Exercise details:
Your answer should be the exact lines of the records, starting with the one containing "For a GIS import: Summarize" and running to the end.

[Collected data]
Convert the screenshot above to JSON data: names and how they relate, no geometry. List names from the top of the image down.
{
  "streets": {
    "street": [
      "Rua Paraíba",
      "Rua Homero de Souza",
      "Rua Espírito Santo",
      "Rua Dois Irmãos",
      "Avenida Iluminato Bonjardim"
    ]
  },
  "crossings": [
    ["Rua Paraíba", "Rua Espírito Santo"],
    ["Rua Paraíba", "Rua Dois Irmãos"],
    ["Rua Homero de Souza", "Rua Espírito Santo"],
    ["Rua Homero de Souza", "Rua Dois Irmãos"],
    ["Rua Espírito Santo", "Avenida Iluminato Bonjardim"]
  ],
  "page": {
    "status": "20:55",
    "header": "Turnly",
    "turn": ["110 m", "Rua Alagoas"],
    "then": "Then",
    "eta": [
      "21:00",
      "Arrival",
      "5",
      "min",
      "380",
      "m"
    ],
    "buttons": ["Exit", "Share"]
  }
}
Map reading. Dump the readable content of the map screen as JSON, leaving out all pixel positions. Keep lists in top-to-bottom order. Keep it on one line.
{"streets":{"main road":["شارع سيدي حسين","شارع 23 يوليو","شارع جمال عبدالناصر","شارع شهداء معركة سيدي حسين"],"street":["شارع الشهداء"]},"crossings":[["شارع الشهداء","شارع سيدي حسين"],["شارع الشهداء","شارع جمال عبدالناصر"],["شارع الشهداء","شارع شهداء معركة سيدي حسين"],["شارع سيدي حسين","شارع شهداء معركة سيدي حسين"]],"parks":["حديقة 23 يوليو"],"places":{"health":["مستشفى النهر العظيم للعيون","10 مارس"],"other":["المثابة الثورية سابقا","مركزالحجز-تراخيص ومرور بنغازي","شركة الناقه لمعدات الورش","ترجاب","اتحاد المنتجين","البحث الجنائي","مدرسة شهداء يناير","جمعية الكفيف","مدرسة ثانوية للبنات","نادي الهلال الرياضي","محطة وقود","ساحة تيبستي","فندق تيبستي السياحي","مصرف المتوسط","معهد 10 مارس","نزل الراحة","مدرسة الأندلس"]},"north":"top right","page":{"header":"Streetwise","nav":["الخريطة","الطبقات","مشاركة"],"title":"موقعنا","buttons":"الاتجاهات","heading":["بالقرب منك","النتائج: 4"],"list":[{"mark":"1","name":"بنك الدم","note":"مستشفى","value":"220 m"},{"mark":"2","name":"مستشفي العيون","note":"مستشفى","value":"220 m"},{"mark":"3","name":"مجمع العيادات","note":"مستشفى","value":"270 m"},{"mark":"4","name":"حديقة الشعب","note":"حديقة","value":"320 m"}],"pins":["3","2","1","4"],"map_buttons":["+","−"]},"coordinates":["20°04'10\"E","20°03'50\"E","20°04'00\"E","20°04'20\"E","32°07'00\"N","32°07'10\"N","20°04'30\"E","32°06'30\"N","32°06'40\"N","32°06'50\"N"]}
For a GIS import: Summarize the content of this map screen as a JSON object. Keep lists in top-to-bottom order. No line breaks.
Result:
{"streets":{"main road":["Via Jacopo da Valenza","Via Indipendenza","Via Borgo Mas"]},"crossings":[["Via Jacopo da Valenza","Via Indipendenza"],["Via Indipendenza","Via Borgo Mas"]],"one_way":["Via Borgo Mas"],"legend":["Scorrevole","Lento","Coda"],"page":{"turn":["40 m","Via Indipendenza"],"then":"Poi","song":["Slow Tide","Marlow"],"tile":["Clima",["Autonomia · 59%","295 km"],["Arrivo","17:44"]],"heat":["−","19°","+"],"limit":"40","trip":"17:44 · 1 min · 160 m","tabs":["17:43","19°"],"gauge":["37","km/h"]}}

Exercise answer:
For a GIS import: Summarize the content of this map screen as a JSON object. Keep lists in top-to-bottom order. No line breaks.
Result:
{"streets":{"main road":["Via Jacopo da Valenza","Via Indipendenza","Via Borgo Mas"]},"crossings":[["Via Jacopo da Valenza","Via Indipendenza"],["Via Indipendenza","Via Borgo Mas"]],"one_way":["Via Borgo Mas"],"legend":["Scorrevole","Lento","Coda"],"page":{"turn":["40 m","Via Indipendenza"],"then":"Poi","song":["Slow Tide","Marlow"],"tile":["Clima",["Autonomia · 59%","295 km"],["Arrivo","17:44"]],"heat":["−","19°","+"],"limit":"40","trip":"17:44 · 1 min · 160 m","tabs":["17:43","19°"],"gauge":["37","km/h"]}}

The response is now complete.